Meds, Mary Jane, and Margaritas


Php 4:6 Do not be anxious about anything, but in everything by prayer and supplication with thanksgiving let your requests be made known to God. Php 4:7  And the peace of God, which surpasses all understanding, will guard your hearts and your minds in Christ Jesus.  Php 4:12  I know how to be brought low, and I know how to abound. In any and every circumstance, I have learned the secret of facing plenty and hunger, abundance and need.

One of the greatest difficulties Christians face is how to deal with the trials and stress of everyday life.  I am of the opinion that these are more difficult for most of us to handle in a biblical, God-honoring way than those trials that might be described as very severe, life threatening or even persecution for the faith.  I say this because it seems many times that the ordinary problems; those common to us all many times just aren’t handled well by we who claim to trust in the one, true God. 

The title of this article lists perhaps the three main ways stress is handled in our day; legal drugs, illegal drugs and alcohol.  I believe all three do the exact same thing regardless of the potential danger of taking illegal drugs; they all numb the mind.  Now I realize that there are in some cases physical problems that can and should be addressed by medicine, but I am speaking about the everyday, garden variety way we handle the stress of big and small problems.  There are two things I would like to point out concerning the way Christians should handle their anxiety. 

First of all I think we sometimes are hypocritical in the idea that getting a prescription from the doctor for something to “calm” us down is somehow seen as different than smoking some weed or running home to have a stiff drink.  I am not talking about whether something is legal or not but whether we are really handling stress in a better or fundamentally different way just because a doctor has prescribed a drug instead of us taking something not prescribed.  I wonder if prescriptions are an “acceptable sin” in some cases.  At the end of the day tranquilizers “force” a calmness upon us that did not come through the Spirit working in us. 

To illustrate I know that if a member came over to the house Sunday evening and found me smoking a reefer and I excuse it by saying that the stress of church lately is really getting to me and so I just had to take the edge off; I am pretty sure I wouldn’t get much sympathy, nor should I.  Yet if I go over to a member’s house who is struggling with some area that is causing them a lot of emotional and spiritual stress and they tell me that the doctor has prescribed something to calm them down I would be in big trouble if I suggested that that is no different than drinking or illegal drugs.  It might be more socially acceptable but in all cases we have given up the fight.  So first of all let’s be honest enough to admit that drugs are drugs, numbing the mind is numbing the mind, escaping our problems is running from them rather than fighting through them. 

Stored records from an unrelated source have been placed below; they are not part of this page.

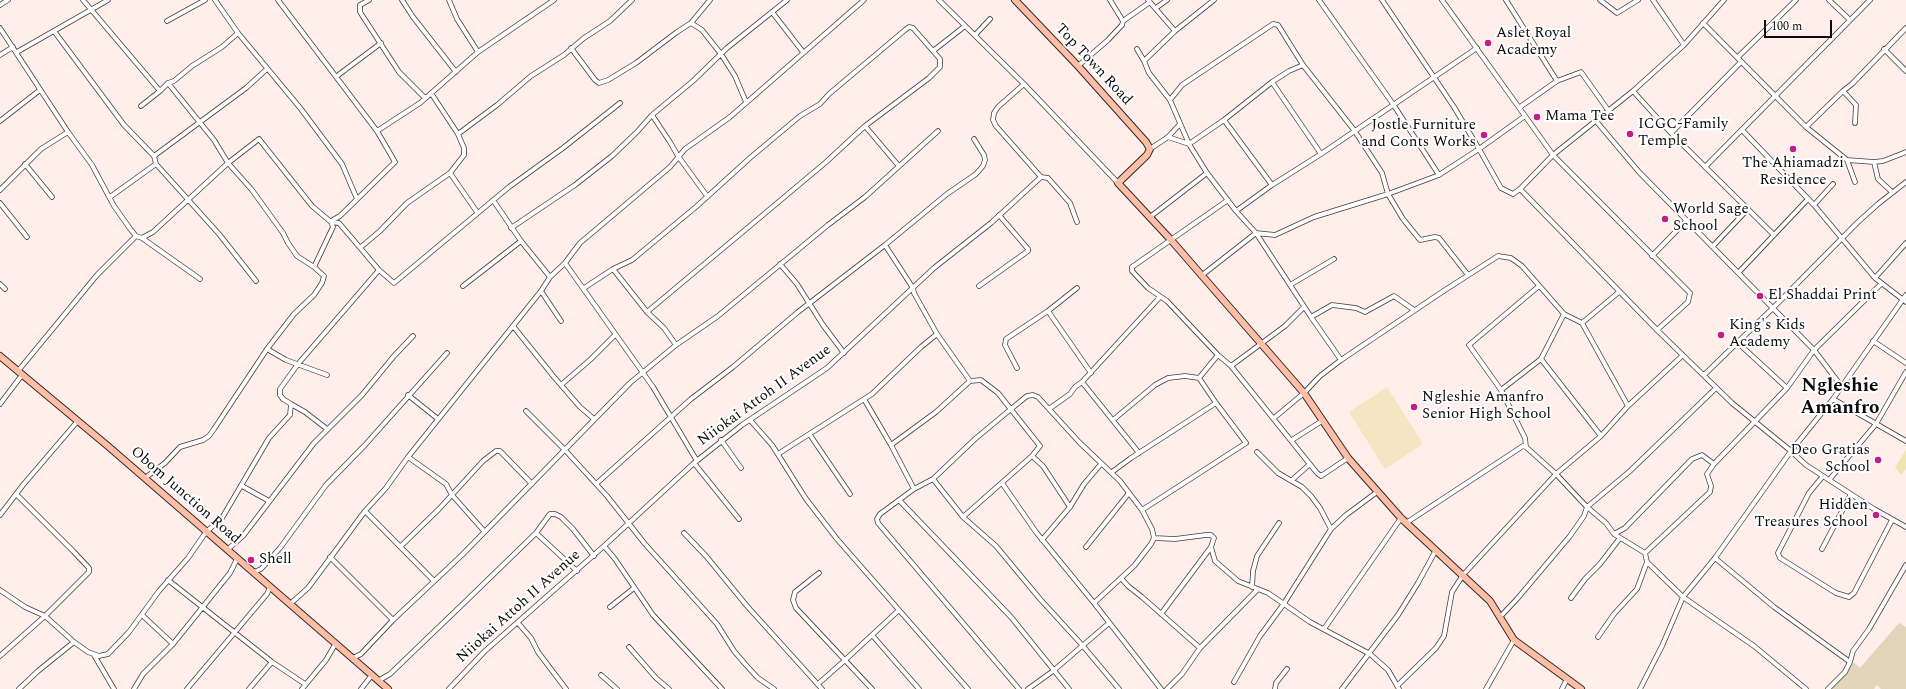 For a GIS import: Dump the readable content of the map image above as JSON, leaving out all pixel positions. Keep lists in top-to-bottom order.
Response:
{
  "streets": {
    "street": ["Top Town Road", "Niiokai Attoh II Avenue", "Obom Junction Road"]
  },
  "districts": ["Ngleshie Amanfro"],
  "places": [
    "Aslet Royal Academy",
    "Mama Tee",
    "ICGC-Family Temple",
    "Jostle Furniture and Conts Works",
    "The Ahiamadzi Residence",
    "World Sage School",
    "El Shaddai Print",
    "King's Kids Academy",
    "Ngleshie Amanfro Senior High School",
    "Deo Gratias School",
    "Hidden Treasures School",
    "Shell"
  ],
  "scale_bar": "100 m"
}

One reason I believe this is because whatever the Bible says about how we deal with our problems it was true and had to work in the day it was written.  In other words biblical stress management must be able to work when there are no prescription drugs available.  Throughout most of church history Christians had to be able to deal with life in a God-honoring way and they had to do it without the aid of drugs.  So whether some drugs can be considered okay is not the point, but that the Bible with the Spirit of God must be able to be sufficient for every situation or their power becomes highly suspect.  If Christians in the early church could handle stress without tranquilizers then we had better be able as well.

Secondly, if the above is a legitimate proposal then however Christians deal with their problems without altering their minds and bodies but instead using the Word of God must be a more God-honoring way to handle stress.  Of course books could and have been written on this subject but let me just suggest a couple of guidelines.

First of all I believe God is honored by using our minds in difficulty not by numbing them.  I think the Bible teaches us to dwell upon the promises of God, the truth of the Bible and the goodness of God and let these things work in us rather than chemicals.  Paul said in the above verses that he has learned to be content.  He doesn’t say that he has found a doctor who has helped him a lot.  The Truth sets us free as we are able to work through trials in a way that uses them as an opportunity to serve the Lord not as an excuse to “forget about life for a while”. 

Next, why do we assume that God wants us to get rid of stress as quickly and as easily as possible?  Probably the most important thing in all this is the danger of assuming that it is perfectly okay to get over it as soon as possible.  By this I mean that I believe God is more honored as we work through and endure our trials by gaining strength from his word and our love for him and proving that he is sufficient than by us “ignoring” difficulty by sleeping through it. 

Take Job for instance who didn’t have a doctor to push some drug off on him.  He had to just sit and take it and I don’t read where he did so with a bottle of scotch in his hand.  He had to live with grief, and depression, a nagging wife and judgmental friends and struggle with it all.  He couldn’t run from it but it was his struggle that makes up the bulk of the book.  As he grapples with what was going on in his life and as the Lord reveals truth to him, he comes out on the other side the better for it.  Can’t we say that if Job was medicated throughout the process the book would have never been written? 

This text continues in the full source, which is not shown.